Patterns of parasitoid host utilization and development across a range of temperatures: implications of climate change for biological control of an invasive forest pest

Authors: Duan, Jian; JENNINGS, DAVE - University Of Maryland; WILLIAMS, DONTAY - University Of Arkansas; KRISTI, LARSON - University Of Delaware

Submitted to: BioControl
Publication Type: Peer Reviewed Journal
Publication Acceptance Date: 7/7/2014
Publication Date: 7/23/2014
Citation: Duan, J.J., Jennings, D.E., Williams, D., Kristi, L. 2014. Patterns of parasitoid host utilization and development across a range of temperatures: implications of climate change for biological control of an invasive forest pest. Biocontrol. DOI: 10.1007/s10526-014-9604-9.

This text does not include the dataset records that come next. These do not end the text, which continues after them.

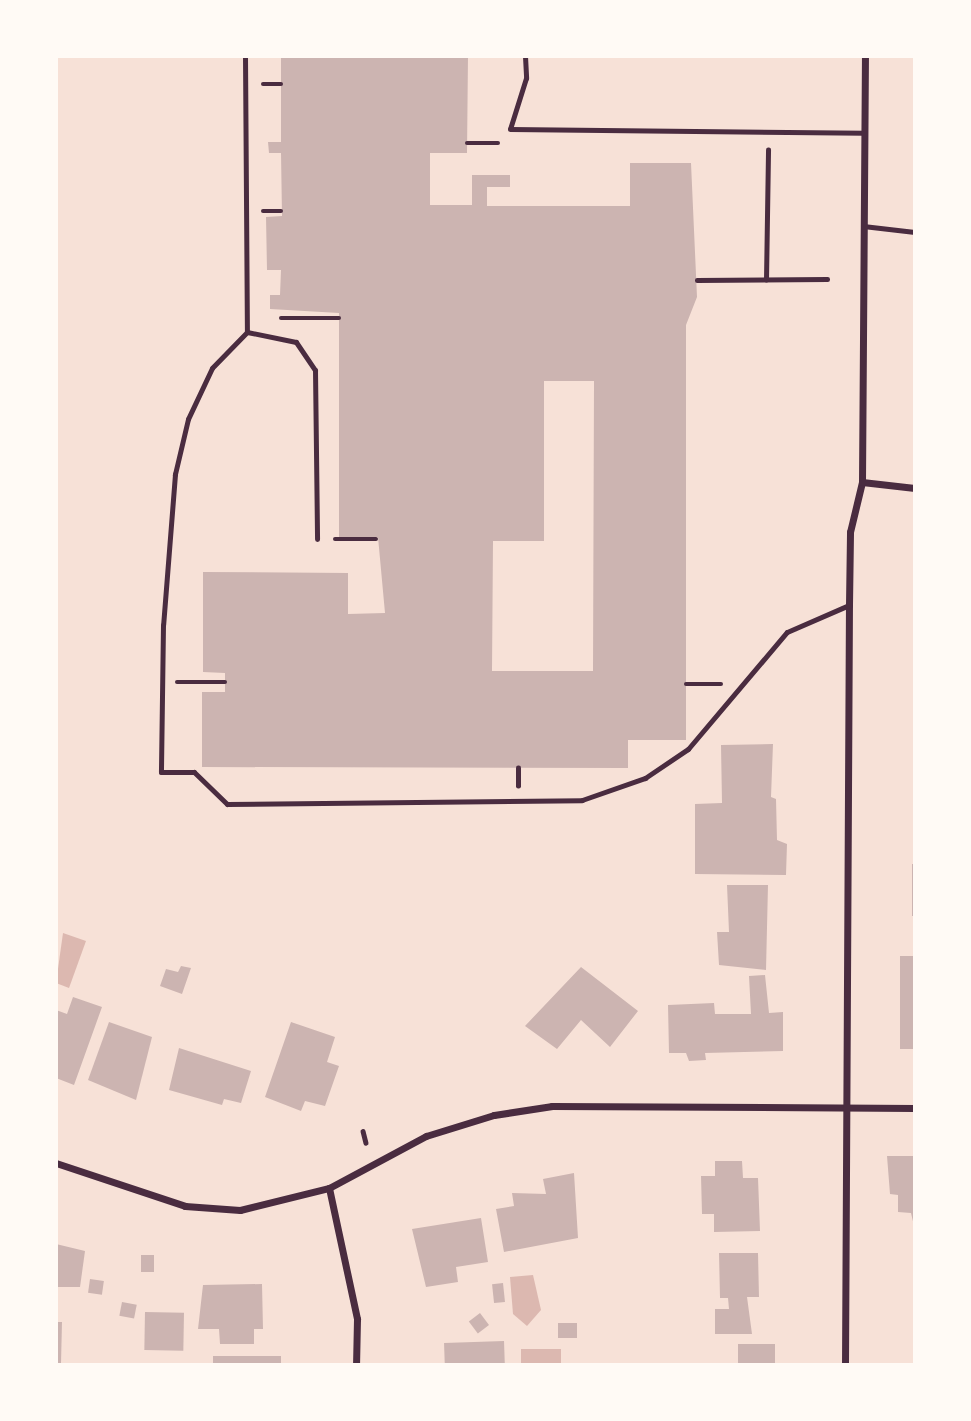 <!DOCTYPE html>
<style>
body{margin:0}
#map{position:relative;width:971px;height:1421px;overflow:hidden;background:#f7e1d7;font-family:Montserrat,sans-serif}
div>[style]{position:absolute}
.water>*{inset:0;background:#dcb8b0;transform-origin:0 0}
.building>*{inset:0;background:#ccb4b1;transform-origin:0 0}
.path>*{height:4.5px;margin:-2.25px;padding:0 2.25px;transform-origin:2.25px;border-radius:2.25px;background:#4a2c40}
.service>*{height:5px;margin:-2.5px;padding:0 2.5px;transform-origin:2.5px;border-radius:2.5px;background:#4a2c40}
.minor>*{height:7px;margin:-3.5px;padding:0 3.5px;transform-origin:3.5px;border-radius:3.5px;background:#4a2c40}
span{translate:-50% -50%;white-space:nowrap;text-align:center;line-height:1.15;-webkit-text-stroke:7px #fffaf5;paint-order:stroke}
.frame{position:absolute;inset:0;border:58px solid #fffaf5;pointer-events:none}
</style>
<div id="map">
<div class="water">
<div style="clip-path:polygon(63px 933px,86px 941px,69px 988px,56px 983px)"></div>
<div style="clip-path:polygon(533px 1275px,541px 1310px,527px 1326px,513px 1314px,510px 1277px)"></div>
<div style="left:521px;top:1349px;width:40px;height:16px"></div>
</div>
<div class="building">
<div style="clip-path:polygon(evenodd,281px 56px,468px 56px,467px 153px,430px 153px,430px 205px,472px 205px,472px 175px,510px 175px,510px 187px,487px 187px,487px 206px,630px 206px,630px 163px,691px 163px,697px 297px,686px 325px,686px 740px,628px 740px,628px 768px,202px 767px,202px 692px,225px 692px,225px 673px,203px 672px,203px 572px,348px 573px,348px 614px,385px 613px,378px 537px,339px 537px,339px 313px,270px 309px,270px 295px,280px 295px,281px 270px,267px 270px,266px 217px,282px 216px,281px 153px,269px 153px,268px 142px,281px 142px,281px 56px,544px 381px,594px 381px,593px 671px,492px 671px,493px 541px,544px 541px,544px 381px)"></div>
<div style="clip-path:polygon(773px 744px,771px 797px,776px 799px,777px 840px,787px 844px,786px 875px,695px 874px,695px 804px,722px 803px,721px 745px)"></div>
<div style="left:912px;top:864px;width:3px;height:52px"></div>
<div style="clip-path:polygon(727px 885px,768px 885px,766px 970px,719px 965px,717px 932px,729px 932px)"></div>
<div style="left:900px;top:956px;width:15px;height:93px"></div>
<div style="clip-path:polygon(181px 966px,191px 968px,182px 994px,160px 986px,166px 969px,178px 972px)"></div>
<div style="clip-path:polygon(581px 967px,638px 1011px,610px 1047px,581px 1020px,557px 1049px,525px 1026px)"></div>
<div style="clip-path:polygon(765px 975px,769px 1013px,783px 1012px,783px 1051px,705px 1053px,706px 1060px,689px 1061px,686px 1053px,669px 1053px,668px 1005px,714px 1003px,715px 1014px,751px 1014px,749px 976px)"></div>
<div style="clip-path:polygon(73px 997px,102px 1007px,74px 1085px,56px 1078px,56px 1010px,67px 1014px)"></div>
<div style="clip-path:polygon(109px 1022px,152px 1037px,136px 1100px,88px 1080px)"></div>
<div style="clip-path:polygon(291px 1022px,335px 1037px,327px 1062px,339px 1066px,325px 1106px,305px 1101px,301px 1111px,265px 1097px)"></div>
<div style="clip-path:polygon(179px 1048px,251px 1071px,241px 1103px,224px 1099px,222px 1105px,169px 1090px)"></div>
<div style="clip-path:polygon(887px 1156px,915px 1156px,915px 1230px,911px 1213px,898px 1212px,898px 1195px,890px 1194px)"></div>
<div style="clip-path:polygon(715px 1161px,742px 1161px,743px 1178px,758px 1178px,760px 1231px,714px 1232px,714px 1214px,702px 1214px,701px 1176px,715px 1176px)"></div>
<div style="clip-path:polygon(574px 1173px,578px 1238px,504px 1252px,496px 1209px,514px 1206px,512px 1193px,546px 1194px,543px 1179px)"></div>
<div style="clip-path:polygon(481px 1218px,488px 1262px,456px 1267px,458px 1282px,426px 1287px,412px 1229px)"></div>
<div style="clip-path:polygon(56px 1244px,85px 1251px,80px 1287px,56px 1287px)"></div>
<div style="clip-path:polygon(719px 1253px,758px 1253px,759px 1297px,747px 1297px,752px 1334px,715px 1334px,715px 1309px,729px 1309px,728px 1298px,720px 1298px)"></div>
<div style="left:141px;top:1255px;width:13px;height:17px"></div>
<div style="left:90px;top:1279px;width:14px;height:14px;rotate:8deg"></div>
<div style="left:503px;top:1283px;width:19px;height:11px;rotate:84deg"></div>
<div style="clip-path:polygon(262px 1284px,263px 1329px,254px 1329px,254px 1344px,220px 1344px,219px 1329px,198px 1329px,203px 1285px)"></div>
<div style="left:122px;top:1302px;width:15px;height:14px;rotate:11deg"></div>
<div style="left:145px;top:1312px;width:39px;height:38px;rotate:1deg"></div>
<div style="left:480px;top:1313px;width:15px;height:14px;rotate:53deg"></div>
<div style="clip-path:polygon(56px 1322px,62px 1322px,61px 1363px,56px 1363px)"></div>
<div style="left:558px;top:1323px;width:19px;height:15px"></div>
<div style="left:504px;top:1341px;width:24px;height:60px;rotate:88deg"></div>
<div style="left:738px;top:1344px;width:37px;height:21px"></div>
<div style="left:213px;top:1356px;width:68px;height:9px"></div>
</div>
<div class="path">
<div style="left:263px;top:84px;width:18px"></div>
<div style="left:467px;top:143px;width:31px"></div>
<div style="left:263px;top:211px;width:18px"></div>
<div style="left:697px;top:280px;width:130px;rotate:-0.4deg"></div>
<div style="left:766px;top:280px;width:130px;rotate:-89.1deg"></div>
<div style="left:281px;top:318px;width:58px"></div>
<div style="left:335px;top:539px;width:41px"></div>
<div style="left:177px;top:682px;width:48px"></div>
<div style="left:686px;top:684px;width:35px"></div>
<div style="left:518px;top:786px;width:18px;rotate:-90deg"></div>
<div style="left:363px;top:1131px;width:12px;rotate:76deg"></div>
</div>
<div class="service">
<div style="left:245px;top:56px;width:276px;rotate:89.6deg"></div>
<div style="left:247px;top:332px;width:50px;rotate:134.2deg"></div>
<div style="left:212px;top:368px;width:56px;rotate:115.2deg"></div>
<div style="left:188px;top:419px;width:57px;rotate:103.3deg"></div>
<div style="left:175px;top:474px;width:151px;rotate:94.5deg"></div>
<div style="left:163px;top:625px;width:147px;rotate:90.8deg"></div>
<div style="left:161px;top:772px;width:33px"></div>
<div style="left:194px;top:772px;width:46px;rotate:44.1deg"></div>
<div style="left:227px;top:804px;width:355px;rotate:-0.6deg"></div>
<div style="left:582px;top:800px;width:67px;rotate:-19.2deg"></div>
<div style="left:645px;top:778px;width:52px;rotate:-34deg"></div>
<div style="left:688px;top:749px;width:153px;rotate:-49.8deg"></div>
<div style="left:787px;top:632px;width:68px;rotate:-23.5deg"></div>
<div style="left:525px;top:56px;width:22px;rotate:87deg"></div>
<div style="left:526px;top:78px;width:53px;rotate:107.4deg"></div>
<div style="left:510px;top:129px;width:354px;rotate:0.6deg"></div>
<div style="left:863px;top:226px;width:52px;rotate:6.6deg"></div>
<div style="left:247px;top:332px;width:50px;rotate:11.5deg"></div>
<div style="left:296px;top:342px;width:34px;rotate:56deg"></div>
<div style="left:315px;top:370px;width:169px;rotate:89.3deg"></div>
</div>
<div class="minor">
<div style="left:862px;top:482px;width:53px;rotate:6.5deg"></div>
<div style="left:56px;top:1163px;width:136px;rotate:18.4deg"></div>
<div style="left:185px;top:1206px;width:55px;rotate:4.2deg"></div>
<div style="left:240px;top:1210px;width:92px;rotate:-13.9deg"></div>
<div style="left:329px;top:1188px;width:110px;rotate:-28.2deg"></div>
<div style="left:426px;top:1136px;width:71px;rotate:-17.2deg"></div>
<div style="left:494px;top:1115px;width:59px;rotate:-8.8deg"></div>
<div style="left:552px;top:1106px;width:363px;rotate:0.3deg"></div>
<div style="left:329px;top:1188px;width:134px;rotate:77.9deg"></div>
<div style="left:357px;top:1319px;width:46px;rotate:91.2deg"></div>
<div style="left:845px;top:1365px;width:760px;rotate:-89.7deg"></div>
<div style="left:849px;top:605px;width:73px;rotate:-89.2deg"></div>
<div style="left:850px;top:532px;width:51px;rotate:-76.5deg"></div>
<div style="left:862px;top:482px;width:426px;rotate:-89.6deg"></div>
</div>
<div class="frame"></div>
</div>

Interpretive Summary: Oobius agrili is a parasitic wasp that attacks eggs of the emerald ash borer (EAB), which is a serious invasive pest of North American ash trees. This parasitic wasp has been released as a biological control agent for EAB in the US for several years. Understanding how ambient temperature would affect this parasitic wasp and its relationship with its EAB host is important for us to predict its efficacy in different climate zones or regions where it has been or will be released for biological control. In the laboratory study, we examined host attack patterns of this species across a range of temperatures to explore how climate change could affect the interaction with its EAB host. Results from our study showed that the window of EAB egg susceptibility to attack by this wasp declined significantly with increasing exposure to temperatures between 20 to 35°C. In contrast, host attack rate by this wasp increased with ambient temperature between 20 to 25°C, but decreased when temperatures increased between 30 to 35°C. This range of temperature also significantly affected the development, overwintering (or hibernation) and mortality of the wasp with 35oC resulting in 100% mortality. Together, our findings indicate that ambient temperature can profoundly influence EAB egg attack rate by this parasitic wasp. More importantly, the temperature effects are likely to cause differential host attack rates of this parasitic wasp and thus affect its efficacy in suppressing EAB populations in different climate zones or geographic regions.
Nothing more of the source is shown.